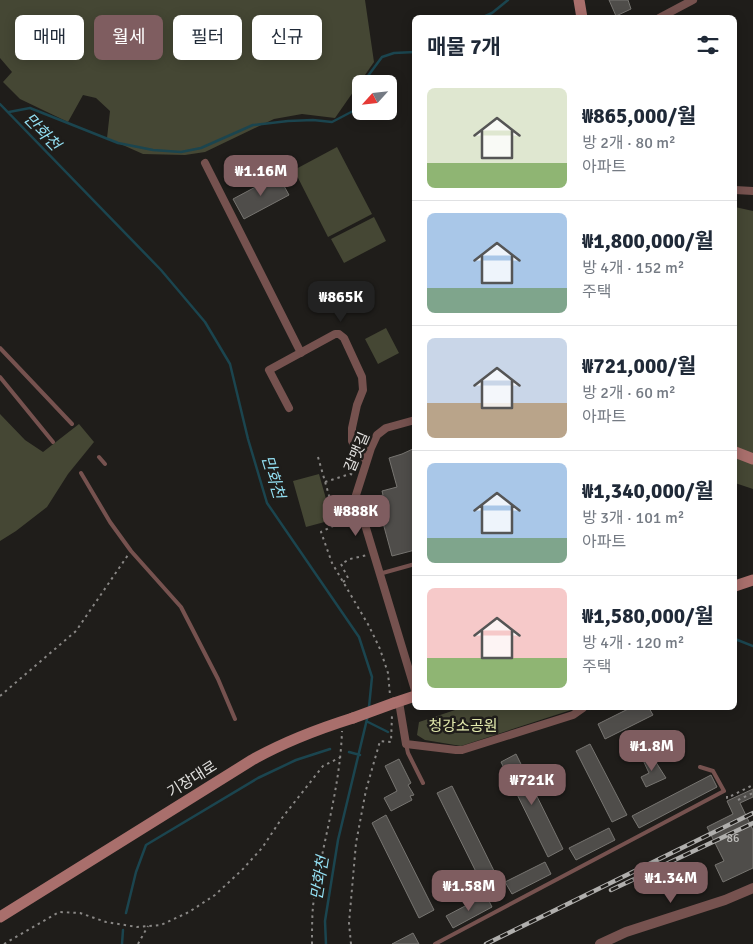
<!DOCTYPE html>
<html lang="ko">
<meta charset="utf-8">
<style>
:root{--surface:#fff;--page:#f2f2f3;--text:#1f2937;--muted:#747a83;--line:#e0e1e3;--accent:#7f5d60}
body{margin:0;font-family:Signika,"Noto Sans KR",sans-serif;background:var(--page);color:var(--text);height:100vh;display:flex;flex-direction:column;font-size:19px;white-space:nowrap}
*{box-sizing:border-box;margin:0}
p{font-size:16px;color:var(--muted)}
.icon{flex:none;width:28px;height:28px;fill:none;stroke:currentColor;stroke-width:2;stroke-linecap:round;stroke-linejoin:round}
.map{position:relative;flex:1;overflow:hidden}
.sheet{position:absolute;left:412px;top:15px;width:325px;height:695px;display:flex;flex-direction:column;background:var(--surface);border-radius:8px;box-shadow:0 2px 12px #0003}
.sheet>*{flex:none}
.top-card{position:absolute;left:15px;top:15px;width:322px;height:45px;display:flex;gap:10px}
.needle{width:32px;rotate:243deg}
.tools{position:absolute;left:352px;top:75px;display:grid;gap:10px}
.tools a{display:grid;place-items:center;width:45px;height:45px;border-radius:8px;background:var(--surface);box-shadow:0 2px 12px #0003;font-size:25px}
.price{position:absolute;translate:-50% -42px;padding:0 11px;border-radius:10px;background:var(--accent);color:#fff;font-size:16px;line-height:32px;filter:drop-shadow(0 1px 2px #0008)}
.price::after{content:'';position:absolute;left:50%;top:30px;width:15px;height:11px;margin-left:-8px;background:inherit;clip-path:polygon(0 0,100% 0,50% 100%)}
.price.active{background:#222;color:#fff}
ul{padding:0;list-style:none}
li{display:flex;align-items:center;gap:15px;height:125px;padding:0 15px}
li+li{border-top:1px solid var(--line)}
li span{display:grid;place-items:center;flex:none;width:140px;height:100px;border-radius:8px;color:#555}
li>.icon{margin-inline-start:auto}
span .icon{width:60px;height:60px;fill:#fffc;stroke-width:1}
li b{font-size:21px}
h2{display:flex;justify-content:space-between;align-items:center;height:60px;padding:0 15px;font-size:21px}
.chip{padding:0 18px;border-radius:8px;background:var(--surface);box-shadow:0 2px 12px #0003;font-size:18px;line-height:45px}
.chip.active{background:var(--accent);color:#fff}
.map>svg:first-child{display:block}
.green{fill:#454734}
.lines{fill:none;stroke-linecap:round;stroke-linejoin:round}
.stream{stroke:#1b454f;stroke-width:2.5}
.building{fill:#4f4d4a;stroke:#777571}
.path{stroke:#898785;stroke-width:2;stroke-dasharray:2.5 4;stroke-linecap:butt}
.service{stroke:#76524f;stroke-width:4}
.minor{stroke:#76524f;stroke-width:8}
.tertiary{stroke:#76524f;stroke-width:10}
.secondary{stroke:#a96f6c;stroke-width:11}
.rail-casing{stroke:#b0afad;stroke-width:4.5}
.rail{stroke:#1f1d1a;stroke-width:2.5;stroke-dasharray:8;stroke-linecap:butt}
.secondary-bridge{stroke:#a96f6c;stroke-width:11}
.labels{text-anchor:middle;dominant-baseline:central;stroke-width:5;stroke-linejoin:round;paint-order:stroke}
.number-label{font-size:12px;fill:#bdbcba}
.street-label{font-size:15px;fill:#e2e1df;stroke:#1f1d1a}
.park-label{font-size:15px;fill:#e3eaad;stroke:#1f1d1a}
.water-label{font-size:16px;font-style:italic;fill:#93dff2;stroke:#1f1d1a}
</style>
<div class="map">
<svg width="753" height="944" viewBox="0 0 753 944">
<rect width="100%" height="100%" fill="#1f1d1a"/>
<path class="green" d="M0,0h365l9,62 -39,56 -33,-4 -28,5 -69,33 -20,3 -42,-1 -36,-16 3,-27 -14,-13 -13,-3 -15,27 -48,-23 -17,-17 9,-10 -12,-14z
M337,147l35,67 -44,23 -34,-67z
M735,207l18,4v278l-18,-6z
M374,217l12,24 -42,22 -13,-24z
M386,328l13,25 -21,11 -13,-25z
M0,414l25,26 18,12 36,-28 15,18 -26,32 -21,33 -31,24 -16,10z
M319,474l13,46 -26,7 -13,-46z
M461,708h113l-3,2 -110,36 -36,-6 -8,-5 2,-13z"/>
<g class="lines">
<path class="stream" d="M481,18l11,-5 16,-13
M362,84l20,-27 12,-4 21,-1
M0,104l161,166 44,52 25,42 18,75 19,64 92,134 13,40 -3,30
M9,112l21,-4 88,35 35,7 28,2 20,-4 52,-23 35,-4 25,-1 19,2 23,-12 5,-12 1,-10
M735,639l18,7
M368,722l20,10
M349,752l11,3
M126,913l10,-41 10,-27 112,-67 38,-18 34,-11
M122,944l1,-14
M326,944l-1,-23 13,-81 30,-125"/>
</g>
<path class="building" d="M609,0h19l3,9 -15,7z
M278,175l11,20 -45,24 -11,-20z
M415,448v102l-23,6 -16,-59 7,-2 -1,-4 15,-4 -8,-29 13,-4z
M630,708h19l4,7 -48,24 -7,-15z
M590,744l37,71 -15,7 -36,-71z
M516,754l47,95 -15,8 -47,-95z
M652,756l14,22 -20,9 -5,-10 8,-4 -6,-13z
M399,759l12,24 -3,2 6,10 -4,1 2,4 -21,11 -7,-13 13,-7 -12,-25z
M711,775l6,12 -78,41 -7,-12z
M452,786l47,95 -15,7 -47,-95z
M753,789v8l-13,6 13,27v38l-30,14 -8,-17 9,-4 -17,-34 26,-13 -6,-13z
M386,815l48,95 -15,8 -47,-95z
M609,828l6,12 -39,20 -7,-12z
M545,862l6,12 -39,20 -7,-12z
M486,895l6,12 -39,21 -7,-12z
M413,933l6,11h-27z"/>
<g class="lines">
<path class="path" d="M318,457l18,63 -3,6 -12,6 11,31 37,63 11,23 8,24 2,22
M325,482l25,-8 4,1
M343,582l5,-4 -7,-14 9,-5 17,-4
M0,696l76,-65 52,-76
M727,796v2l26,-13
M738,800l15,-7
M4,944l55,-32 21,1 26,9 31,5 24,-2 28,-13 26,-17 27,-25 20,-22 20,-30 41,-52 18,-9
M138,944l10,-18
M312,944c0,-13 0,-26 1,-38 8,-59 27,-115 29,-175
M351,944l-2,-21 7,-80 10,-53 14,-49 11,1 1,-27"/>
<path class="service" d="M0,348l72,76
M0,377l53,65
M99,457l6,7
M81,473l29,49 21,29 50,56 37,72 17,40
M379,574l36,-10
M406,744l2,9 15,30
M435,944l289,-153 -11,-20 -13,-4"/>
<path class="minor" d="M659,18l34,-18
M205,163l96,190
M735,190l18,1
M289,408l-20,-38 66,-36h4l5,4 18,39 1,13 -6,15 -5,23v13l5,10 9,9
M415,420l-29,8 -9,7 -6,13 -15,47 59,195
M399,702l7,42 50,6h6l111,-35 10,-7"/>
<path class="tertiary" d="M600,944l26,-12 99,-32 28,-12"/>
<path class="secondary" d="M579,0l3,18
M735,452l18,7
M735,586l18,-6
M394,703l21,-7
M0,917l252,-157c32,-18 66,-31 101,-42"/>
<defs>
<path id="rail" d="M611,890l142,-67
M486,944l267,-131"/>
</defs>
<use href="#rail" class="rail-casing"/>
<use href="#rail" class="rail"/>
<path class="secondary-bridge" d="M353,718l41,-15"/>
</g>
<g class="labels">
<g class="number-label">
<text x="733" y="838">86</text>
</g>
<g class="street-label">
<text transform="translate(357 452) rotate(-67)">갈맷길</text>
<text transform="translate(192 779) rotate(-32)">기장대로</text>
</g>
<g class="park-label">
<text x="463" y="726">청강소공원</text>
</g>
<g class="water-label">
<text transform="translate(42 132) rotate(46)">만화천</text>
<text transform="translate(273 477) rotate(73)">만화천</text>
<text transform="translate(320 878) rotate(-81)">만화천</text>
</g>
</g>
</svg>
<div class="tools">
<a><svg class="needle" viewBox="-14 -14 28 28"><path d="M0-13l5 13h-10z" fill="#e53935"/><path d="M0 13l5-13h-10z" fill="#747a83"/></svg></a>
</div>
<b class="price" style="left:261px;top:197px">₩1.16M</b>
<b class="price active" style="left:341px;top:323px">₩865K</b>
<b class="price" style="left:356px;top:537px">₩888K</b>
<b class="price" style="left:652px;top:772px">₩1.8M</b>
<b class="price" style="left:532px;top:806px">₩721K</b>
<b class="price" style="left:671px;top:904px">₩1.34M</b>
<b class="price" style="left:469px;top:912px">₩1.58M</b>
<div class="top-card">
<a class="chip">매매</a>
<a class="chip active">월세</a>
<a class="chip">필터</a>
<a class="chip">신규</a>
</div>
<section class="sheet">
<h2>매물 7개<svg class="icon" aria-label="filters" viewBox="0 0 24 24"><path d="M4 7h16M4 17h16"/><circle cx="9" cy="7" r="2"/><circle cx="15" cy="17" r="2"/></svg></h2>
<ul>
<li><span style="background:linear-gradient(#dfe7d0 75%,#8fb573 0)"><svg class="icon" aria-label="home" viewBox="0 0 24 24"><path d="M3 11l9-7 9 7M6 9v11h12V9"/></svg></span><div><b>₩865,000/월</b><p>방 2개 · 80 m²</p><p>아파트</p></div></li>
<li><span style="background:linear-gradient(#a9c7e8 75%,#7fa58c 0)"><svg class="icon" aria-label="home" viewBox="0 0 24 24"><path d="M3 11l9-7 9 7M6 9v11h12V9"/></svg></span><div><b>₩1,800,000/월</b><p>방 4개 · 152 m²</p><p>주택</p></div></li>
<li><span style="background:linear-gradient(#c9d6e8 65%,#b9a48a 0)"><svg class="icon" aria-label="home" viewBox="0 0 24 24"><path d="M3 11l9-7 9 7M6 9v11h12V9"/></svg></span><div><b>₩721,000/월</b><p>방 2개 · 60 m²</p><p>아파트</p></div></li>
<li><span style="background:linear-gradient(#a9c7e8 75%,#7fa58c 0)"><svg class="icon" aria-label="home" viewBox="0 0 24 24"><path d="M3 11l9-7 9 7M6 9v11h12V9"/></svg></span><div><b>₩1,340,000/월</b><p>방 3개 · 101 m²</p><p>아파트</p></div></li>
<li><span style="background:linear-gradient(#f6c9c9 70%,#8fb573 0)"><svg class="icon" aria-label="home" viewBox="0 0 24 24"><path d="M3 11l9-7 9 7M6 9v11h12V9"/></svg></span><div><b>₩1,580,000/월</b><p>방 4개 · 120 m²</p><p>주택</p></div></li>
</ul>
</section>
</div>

(What the task requires) Lines above that contain the string "place" make up the answer.

(Output of the exercise)
.tools a{display:grid;place-items:center;width:45px;height:45px;border-radius:8px;background:var(--surface);box-shadow:0 2px 12px #0003;font-size:25px}
li span{display:grid;place-items:center;flex:none;width:140px;height:100px;border-radius:8px;color:#555}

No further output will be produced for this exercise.